This growth phase of Aspergillus fumigatus is inhibited by lactoferrin-mediated iron depletion [28]. In contrast, inhibition of the hyphal form of Aspergillus fumigatus requires NADPH oxidase [28, 30]. Aspergillus PND-1186 cell line nidulans lacking the catalase genes are capable of causing disease in gp47phox KO mice, which suggested that reactive oxygen intermediates
might not be inhibiting the organism directly [30]. It has been suggested that activation of intracellular proteases by reactive oxygen intermediates is important for killing Candida and several types of bacteria [31]. There is one report that MK-8931 nmr administration of pentraxin 3 protected gp47phox mice from experimental Aspergillus fumigatus infection, suggesting that this molecule in important for resistance to Aspergillus fumigatus and may be lacking in CGD mice [32]. The only evidence that primary pathogenic fungi are more virulent in CGD mice is a study with Sporothrix schenckii [33]. These investigators found that gp91phox KO mice infected with Sporothrix schenckii intradermally died within three months, whereas control mice survived this infection. They also found that PMN from gp91phox KO mice were not able to control the growth of Sporothrix schenckii as well as the controls. We have not been able to find any published data on Blastomyces dermatitidis, C. immitis or
Histoplasma capsulatum MLN2238 in vivo experimental infections in CGD mice.
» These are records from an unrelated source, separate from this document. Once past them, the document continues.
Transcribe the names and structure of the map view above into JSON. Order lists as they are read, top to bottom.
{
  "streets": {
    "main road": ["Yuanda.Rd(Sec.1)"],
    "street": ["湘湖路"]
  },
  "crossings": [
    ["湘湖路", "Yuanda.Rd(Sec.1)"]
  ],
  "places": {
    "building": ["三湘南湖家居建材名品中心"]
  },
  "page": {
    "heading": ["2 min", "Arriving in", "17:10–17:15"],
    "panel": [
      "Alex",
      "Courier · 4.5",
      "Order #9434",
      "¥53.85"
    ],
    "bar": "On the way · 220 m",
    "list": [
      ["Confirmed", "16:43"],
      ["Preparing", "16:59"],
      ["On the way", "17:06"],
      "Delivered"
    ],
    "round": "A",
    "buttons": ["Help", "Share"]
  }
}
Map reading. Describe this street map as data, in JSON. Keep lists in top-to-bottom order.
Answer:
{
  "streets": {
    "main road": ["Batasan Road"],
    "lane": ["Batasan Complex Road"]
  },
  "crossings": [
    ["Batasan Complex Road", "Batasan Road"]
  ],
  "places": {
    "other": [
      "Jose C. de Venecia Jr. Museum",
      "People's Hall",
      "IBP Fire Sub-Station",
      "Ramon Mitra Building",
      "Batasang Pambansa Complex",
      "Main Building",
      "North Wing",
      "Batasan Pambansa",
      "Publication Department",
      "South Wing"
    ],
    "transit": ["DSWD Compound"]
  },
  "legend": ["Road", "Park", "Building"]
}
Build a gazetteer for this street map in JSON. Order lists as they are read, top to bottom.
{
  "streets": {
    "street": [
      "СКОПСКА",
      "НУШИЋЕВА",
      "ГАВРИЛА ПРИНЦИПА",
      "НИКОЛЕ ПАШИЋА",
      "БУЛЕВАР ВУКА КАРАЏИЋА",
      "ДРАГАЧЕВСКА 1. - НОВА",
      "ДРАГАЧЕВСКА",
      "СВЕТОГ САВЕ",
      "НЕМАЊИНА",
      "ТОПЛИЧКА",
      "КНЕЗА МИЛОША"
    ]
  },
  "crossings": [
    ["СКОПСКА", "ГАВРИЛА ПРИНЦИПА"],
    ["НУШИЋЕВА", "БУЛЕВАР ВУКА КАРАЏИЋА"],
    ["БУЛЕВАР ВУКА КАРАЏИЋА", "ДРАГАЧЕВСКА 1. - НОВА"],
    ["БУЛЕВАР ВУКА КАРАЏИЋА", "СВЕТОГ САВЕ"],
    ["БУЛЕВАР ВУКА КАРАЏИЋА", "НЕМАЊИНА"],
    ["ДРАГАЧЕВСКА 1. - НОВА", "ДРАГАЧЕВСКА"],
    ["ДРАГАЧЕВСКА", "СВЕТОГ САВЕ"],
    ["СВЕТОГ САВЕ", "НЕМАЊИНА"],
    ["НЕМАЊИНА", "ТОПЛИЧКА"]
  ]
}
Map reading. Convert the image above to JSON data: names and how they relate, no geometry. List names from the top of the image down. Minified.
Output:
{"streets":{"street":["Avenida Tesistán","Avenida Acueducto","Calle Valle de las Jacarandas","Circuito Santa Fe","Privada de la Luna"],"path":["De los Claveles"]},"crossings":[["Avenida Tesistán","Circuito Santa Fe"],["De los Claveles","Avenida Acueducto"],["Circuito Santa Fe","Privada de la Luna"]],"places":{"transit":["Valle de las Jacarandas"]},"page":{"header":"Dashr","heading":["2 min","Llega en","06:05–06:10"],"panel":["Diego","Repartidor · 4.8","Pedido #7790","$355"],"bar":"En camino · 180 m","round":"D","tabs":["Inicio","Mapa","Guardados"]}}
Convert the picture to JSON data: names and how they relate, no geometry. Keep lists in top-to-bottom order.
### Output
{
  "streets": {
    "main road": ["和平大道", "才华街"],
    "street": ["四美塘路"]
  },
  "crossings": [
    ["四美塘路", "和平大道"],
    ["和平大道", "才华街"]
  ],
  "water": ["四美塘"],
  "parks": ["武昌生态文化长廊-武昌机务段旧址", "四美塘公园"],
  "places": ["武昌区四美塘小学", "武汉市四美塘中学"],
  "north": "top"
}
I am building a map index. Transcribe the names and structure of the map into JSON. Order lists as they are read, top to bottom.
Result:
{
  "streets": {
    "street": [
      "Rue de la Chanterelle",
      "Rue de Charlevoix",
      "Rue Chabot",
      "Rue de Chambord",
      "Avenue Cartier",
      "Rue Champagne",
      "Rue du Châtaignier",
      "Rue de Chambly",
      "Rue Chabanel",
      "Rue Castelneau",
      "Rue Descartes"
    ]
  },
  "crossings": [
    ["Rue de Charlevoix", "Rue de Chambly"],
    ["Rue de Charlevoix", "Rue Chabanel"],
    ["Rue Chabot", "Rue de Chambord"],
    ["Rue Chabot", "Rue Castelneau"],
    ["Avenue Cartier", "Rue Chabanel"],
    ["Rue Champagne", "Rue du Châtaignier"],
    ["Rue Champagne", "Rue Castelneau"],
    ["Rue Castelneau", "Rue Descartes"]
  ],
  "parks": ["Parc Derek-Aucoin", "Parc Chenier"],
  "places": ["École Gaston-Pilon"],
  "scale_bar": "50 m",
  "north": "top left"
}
People with chronic granulomatous disease have increased susceptibility to Aspergillus infections and, to a lesser extent, infections due to other opportunistic fungi [34]. There have been no reports of increased susceptibility to the primary pathogenic fungi Coccidioides, Histoplasma
capsulatum, Blastomyces dermatitidis or Sporothrix schenckii. One expert states that these infections are not a problem in chronic granulomatous disease [34]. One CGD patient has been observed to recover uneventfully from pulmonary coccidioidomycosis without anti-fungal therapy (J. Galgiani, very personal communication). The observation that NADPH oxidase is not required for a protective immune response to experimental coccidioidomycosis raises the question of what immune mechanisms used to kill spherules and endospores in vivo. One potential protective immune effector mechanism is oxidative stress due to nitric oxide. We have previously reported that IL-10 exacerbates the course of experimental coccidioidomycois and inhibits nitric oxide synthase [35]. On the other hand, a very recent study suggests that Coccidioides is resistant to killing by NO and that mice with a deletion mutation in inducible nitric oxide synthase are able to kill Coccidioides [36]. Coccidioides spherules can be very large (more than 60 μM in diameter) and therefore difficult to phagocytose. Perhaps inhibiting the growth of the endospore controls the growth of the organism. Understanding the mechanisms of protective immunity is important for optimally preventing and treating infections with this pathogenic fungus.